Employers must pay employees for all work time — even when they’re ‘lollygagging’
Everyone knows employers must pay employees to work but what about those in-between times? Do they have to pay workers for the ten, twenty, thirty minutes, or more when they’re not working? According to one court, employers must pay hourly employees for time spent “lollygagging.”
The situation
An employer required employees to wear uniforms. When employees worked with lead and other hazards, they had to wear extra personal protective equipment (PPE) like:
- Safety glasses,
- Safety shoes,
- Hard hats, and
- Respirators.
Employees also had to shower after their shifts to remove any contaminants.

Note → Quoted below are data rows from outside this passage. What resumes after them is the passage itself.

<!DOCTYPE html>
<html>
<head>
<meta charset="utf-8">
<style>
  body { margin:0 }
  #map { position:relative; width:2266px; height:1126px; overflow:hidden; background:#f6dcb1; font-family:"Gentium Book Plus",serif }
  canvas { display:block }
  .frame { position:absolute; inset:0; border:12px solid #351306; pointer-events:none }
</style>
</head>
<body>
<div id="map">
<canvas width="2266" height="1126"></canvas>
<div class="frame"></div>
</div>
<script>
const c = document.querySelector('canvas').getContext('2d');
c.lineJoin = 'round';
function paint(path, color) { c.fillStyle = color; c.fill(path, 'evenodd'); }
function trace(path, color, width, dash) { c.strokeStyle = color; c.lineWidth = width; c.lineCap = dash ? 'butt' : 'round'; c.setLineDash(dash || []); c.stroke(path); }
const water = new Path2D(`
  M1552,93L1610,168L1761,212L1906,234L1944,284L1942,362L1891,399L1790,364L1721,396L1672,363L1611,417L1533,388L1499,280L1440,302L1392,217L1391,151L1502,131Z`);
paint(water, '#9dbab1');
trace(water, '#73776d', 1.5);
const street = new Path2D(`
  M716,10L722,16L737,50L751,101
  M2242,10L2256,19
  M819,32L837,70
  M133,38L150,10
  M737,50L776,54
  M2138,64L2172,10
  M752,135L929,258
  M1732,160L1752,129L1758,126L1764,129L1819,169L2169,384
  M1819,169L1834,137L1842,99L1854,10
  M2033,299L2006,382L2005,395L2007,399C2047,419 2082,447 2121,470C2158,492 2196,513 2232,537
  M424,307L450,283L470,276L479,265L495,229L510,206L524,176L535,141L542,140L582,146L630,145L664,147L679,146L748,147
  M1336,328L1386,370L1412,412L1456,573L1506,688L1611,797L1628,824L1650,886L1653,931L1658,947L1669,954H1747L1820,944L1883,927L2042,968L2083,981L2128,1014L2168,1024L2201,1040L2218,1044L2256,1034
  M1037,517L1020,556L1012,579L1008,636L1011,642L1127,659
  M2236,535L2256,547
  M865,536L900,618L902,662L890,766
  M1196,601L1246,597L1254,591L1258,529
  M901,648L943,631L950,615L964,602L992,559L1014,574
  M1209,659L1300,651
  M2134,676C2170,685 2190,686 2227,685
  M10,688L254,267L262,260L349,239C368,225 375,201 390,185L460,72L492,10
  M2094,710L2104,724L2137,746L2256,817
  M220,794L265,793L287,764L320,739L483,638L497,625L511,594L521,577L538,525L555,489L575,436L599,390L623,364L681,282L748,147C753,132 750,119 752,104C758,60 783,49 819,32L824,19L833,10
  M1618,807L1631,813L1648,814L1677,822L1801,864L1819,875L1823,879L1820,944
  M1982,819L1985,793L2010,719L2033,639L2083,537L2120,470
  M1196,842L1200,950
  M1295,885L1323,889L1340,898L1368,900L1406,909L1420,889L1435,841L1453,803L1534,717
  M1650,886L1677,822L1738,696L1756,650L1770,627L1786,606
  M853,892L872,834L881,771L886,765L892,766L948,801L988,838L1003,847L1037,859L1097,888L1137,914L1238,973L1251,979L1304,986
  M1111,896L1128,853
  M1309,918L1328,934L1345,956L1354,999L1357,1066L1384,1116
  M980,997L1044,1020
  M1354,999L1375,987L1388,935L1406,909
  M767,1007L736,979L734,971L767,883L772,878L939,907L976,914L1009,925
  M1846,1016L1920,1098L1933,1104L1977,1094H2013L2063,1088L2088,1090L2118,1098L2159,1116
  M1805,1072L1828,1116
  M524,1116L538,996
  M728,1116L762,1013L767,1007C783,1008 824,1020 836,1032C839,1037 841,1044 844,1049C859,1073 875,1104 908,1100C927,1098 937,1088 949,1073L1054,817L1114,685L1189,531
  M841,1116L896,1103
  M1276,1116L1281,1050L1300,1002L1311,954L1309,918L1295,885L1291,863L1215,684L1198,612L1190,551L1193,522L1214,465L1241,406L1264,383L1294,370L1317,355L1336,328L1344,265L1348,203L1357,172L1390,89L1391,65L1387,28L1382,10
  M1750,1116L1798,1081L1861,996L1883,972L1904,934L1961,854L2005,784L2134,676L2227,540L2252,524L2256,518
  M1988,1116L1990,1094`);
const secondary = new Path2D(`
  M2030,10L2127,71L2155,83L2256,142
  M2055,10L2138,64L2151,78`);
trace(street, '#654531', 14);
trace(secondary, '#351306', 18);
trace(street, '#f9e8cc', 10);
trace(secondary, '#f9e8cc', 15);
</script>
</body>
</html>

In 2003, the employer started giving employees five minutes at the start of each shift to put on their PPE and get to their workstations. They also got five minutes at the end of their shift to remove their PPE and shower. In 2016, the employer doubled the post-shift time to 10 minutes but didn’t record how much time workers actually spent changing and showering.
The U.S. Department of Labor (DOL) got wind of this and sued the employer under the Fair Labor Standards Act (FLSA) for not paying employees for all time spent changing and showering. The DOL hired an expert, who estimated that workers spent 15.6 minutes dressing pre-shift and 11 minutes post-shift undressing and showering — more time than the employer paid them.
In court, the employer had the burden of proving that any unpaid time was too small to be considered paid time or worth the effort to be taxed, measured, or counted. It did not meet their burden.
The argument
The employer argued that it did enough by paying the employees for the two grace periods, the time it believed was reasonable. Focusing on actual time, it claimed, would reward employees for dragging their feet or tending to personal matters — lollygagging.
The DOL argued that the FLSA focuses on actual time and that employers must pay employees for all hours worked. The wage-and-hour provisions track the hours that employees work; they say nothing about a reasonableness limit. Plus, the FLSA orders employers to track actual hours and keep records of them.
The ruling
The court ruled in favor of the employees, telling the employer that it had to pay employees for the time they actually spent on changing and showering, not just the time the employer thought employees reasonably needed to do so.
If “reasonable time” was enough, employers could instead estimate hours, but estimating violates the FLSA’s recordkeeping requirement.
If an employee lollygags, the employer’s recourse is to discipline or terminate the employee — not to withhold compensation.
Because the time spent before and after shifts was not de minimis, the employer owed 11,780 hourly uniformed workers roughly $22.25 million in back pay. The employer also had to keep records of that time.
U.S. Department of Labor v. East Penn Manufacturing Company, Inc., Third Circuit Court of Appeals, Nos. 24-1046, 24-1059, December 19, 2024.
Key to remember: Employers must pay hourly employees for all hours worked, even if employees spend some of that time lollygagging. Employers may, however, discipline employees for lollygagging.